Pour les ornithologues, l’attrait réside dans le mélange. On y trouve des espèces côtières résidentes, des migrateurs de passage entre l’Eurasie et l’Afrique, ainsi que des oiseaux marins utilisant le même rivage dans une zone compacte. En une seule matinée, il est possible d’observer la lisière d’une lagune, une langue de sable, un chenal de marée et une bordure de mangrove sans longs trajets entre les habitats.
Le comportement est aussi intéressant que la liste des espèces. Les limicoles s’alimentent rapidement à marée descendante, les goélands et les sternes suivent les poissons-appâts dans les chenaux, et les hérons se concentrent là où le mouvement de l’eau piège les proies. Même les personnes qui observent les oiseaux pour la première fois comprennent vite le schéma : quand l’eau change, les oiseaux changent avec elle.
Les meilleurs endroits pour observer les oiseaux à El Gouna et dans le sud de la mer Rouge
Les lagunes, bancs de sable et abords de marina d’El Gouna
El Gouna est la base la plus simple pour s’initier à l’observation des oiseaux en mer Rouge. Son réseau de lagunes, îles, chenaux et marges sableuses offre de nombreux rivages accessibles où vous pouvez vous entraîner à repérer goélands, sternes, aigrettes, hérons et limicoles migrateurs.
Ce n’est pas l’habitat de mangrove le plus profond de la côte, mais il fonctionne bien parce qu’il est pratique et varié. Les bords tranquilles des lagunes à la première lumière peuvent accueillir des oiseaux en alimentation avant que l’activité nautique ne s’intensifie, tandis que les bancs de sable et les marges peu profondes deviennent productifs lorsque le niveau de l’eau découvre les zones d’alimentation. Abu Tig Marina et les secteurs du front d’eau alentour se prêtent davantage à une observation occasionnelle qu’à une recherche d’habitat poussée, mais les systèmes lagunaires extérieurs et les portions plus calmes sont bien plus intéressants.
Pour les voyageurs séjournant sur place, un court circuit matinal en bateau ou en voiture suffit pour une très bonne session. El Gouna convient particulièrement bien comme parenthèse nature d’une demi-journée entre plage et activités en mer.

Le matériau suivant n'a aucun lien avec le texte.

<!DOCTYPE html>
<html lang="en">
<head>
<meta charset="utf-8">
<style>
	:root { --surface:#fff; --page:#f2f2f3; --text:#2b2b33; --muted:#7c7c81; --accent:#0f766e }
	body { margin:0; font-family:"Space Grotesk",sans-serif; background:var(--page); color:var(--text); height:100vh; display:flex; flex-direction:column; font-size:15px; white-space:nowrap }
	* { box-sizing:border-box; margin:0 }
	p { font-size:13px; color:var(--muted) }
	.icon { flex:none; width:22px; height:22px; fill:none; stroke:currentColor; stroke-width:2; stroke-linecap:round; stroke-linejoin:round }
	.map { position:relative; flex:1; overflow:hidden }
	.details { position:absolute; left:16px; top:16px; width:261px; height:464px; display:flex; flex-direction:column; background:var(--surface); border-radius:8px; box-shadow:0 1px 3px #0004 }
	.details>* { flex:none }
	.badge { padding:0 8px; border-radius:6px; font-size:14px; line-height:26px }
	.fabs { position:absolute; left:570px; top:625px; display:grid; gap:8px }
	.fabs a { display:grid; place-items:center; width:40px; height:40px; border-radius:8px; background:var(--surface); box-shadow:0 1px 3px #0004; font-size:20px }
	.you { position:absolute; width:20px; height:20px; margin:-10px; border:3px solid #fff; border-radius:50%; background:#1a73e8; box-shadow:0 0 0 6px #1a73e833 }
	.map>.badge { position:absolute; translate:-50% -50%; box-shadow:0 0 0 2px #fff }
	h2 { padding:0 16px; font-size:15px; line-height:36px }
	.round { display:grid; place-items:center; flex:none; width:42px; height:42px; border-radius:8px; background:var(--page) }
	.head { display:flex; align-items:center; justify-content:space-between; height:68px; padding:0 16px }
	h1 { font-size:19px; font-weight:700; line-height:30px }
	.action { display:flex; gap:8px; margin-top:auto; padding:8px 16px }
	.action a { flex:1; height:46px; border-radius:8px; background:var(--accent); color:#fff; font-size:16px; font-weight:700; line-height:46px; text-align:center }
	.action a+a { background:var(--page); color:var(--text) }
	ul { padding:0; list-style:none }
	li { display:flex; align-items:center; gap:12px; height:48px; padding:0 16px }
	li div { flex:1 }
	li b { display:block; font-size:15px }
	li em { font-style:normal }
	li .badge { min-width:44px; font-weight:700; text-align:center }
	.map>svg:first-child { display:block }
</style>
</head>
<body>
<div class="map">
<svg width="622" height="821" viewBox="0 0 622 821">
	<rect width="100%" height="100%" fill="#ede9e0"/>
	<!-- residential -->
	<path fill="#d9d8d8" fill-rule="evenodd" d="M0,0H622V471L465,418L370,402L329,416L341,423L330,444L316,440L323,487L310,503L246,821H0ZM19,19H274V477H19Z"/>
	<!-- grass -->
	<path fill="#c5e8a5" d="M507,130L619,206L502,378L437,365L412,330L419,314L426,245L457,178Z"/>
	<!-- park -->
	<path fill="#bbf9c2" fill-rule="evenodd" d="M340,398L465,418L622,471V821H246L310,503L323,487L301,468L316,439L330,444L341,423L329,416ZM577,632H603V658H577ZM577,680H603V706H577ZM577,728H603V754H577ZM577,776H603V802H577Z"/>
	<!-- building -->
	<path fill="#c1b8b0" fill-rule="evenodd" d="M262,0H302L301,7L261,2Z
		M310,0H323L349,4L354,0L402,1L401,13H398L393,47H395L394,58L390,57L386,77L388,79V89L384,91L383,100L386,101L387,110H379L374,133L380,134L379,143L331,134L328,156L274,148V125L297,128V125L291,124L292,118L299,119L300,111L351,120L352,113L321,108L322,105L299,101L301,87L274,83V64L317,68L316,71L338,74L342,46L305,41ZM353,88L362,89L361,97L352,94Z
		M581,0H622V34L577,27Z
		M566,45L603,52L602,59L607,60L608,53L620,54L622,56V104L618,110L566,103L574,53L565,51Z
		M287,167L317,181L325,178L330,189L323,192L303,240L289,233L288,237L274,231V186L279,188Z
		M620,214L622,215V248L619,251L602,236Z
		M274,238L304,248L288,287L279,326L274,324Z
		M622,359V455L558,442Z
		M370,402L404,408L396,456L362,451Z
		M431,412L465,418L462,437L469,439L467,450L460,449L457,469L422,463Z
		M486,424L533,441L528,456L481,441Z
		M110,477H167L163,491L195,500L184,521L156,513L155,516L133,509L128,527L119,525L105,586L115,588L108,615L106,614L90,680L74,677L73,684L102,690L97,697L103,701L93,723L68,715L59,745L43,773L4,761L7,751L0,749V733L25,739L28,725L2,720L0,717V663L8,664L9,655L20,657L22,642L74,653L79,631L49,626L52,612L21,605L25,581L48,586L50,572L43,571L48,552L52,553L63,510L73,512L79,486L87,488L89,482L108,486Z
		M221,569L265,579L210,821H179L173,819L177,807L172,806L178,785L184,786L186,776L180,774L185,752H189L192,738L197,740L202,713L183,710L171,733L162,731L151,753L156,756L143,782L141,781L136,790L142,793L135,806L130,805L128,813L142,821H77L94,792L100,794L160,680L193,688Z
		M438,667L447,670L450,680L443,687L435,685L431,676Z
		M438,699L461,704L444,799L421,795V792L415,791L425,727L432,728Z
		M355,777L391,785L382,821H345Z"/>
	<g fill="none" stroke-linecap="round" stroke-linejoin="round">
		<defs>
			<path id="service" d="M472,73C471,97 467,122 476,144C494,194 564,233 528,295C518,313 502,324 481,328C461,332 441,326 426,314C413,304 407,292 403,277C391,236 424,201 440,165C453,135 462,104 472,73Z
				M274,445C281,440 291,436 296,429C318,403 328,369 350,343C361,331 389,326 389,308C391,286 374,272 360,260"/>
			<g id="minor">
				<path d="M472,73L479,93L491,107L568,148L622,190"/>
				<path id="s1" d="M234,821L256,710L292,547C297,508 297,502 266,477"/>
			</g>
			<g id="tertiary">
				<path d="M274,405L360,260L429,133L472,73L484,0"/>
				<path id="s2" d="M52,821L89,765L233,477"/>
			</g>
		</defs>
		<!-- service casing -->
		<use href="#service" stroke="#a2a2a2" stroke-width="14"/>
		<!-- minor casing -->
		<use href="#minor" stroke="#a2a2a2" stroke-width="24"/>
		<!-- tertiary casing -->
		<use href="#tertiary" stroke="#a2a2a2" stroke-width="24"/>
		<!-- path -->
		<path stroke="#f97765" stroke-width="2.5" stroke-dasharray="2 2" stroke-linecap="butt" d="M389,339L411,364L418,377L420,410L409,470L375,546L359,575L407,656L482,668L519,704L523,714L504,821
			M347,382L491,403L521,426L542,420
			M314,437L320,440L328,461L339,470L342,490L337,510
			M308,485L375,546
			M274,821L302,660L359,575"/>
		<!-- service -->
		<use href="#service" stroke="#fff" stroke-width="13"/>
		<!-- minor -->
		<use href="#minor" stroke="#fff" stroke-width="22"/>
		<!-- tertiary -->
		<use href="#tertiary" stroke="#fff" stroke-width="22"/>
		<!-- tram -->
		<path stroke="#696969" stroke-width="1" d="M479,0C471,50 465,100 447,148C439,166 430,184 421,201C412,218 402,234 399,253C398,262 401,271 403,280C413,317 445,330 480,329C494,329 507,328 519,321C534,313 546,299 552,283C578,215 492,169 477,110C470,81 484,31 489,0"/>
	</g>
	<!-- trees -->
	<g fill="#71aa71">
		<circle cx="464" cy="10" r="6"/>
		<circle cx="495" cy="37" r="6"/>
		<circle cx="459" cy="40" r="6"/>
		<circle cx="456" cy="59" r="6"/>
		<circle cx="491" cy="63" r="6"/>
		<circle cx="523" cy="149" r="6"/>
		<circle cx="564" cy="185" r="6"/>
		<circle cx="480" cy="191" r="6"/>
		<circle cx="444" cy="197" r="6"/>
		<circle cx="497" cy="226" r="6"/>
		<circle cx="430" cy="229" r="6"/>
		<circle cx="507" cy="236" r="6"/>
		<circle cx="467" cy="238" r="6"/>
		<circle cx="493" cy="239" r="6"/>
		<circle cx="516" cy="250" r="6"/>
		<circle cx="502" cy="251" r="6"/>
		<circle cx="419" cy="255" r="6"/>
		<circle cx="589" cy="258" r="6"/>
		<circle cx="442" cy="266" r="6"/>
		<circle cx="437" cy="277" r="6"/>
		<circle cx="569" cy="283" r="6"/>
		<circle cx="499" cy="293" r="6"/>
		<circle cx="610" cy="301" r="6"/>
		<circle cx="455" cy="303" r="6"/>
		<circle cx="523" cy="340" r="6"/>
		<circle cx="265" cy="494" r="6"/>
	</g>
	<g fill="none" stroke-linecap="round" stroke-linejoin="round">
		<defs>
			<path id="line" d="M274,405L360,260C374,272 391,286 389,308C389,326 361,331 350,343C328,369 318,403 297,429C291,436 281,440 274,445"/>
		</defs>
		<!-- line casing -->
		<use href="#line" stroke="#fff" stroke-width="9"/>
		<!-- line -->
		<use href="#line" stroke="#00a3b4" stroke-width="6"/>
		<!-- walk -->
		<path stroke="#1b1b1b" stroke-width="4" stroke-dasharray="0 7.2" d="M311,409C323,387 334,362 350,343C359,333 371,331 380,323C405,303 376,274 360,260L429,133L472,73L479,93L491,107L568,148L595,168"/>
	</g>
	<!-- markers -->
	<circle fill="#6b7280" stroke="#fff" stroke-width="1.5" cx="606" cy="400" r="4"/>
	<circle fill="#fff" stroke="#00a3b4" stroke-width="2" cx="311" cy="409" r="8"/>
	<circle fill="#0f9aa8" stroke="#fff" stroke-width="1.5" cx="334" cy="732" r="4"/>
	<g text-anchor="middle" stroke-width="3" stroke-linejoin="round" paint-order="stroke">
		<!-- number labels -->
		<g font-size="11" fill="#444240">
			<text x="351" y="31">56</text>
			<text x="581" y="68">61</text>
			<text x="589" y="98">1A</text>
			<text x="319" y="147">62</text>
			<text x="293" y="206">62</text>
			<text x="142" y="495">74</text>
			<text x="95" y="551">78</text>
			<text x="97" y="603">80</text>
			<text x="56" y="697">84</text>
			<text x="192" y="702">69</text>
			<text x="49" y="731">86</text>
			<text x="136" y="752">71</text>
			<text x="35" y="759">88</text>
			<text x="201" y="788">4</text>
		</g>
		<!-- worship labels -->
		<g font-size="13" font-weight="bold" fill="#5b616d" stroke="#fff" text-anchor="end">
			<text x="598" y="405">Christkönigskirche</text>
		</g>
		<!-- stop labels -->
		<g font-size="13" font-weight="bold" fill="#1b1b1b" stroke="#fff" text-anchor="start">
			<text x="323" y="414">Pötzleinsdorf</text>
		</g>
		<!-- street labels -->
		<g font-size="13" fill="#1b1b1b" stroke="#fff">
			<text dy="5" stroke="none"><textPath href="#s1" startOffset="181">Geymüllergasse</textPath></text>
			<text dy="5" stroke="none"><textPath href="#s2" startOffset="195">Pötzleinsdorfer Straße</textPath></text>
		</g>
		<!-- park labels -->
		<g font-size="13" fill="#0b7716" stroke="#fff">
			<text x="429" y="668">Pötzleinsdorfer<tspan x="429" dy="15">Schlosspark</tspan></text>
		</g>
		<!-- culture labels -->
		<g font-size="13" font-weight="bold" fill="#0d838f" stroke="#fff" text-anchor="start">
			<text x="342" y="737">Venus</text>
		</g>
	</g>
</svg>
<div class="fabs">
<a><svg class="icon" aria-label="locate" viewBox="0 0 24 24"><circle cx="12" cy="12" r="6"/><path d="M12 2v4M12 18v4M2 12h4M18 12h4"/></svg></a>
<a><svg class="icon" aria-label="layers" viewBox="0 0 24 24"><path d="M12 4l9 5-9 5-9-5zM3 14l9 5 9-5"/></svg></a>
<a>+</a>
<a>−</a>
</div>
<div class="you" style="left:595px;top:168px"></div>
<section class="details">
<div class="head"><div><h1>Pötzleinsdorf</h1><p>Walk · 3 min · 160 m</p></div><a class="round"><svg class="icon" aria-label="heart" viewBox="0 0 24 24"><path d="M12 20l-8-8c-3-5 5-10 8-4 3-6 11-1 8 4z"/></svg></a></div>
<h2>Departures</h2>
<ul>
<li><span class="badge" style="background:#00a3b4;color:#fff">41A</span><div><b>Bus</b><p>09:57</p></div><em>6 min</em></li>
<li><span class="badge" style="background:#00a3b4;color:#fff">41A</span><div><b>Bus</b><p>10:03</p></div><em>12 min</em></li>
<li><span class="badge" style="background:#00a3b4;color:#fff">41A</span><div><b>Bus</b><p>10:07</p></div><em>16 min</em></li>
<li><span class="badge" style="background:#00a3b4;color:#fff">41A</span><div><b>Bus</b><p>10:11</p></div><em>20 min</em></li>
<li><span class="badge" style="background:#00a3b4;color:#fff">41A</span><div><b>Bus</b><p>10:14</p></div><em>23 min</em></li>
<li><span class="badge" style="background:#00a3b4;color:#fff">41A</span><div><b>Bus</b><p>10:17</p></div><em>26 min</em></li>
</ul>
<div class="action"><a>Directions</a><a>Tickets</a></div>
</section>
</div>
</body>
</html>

Hurghada, Makadi Bay et Sahl Hasheesh
Au sud d’El Gouna, le littoral autour de Hurghada, Makadi Bay et Sahl Hasheesh offre une mosaïque d’anses, de baies peu profondes, de rivages devant les complexes hôteliers et de coins côtiers moins fréquentés. Ici, la réussite dépend moins d’un site incontournable unique que de la capacité à trouver des sections calmes avec des estrans découverts et peu de passage à pied.
La méthode est simple : viser les matinées calmes et tôtives, rechercher le retrait de l’eau et observer lentement. Les sternes chassent souvent au-dessus des chenaux, tandis que les pluviers, les bécasseaux et d’autres oiseaux de rivage utilisent la laisse d’eau et le sable humide. Si vous séjournez à Hurghada, cette zone est idéale pour une courte sortie complémentaire plutôt que pour une longue excursion spécialisée.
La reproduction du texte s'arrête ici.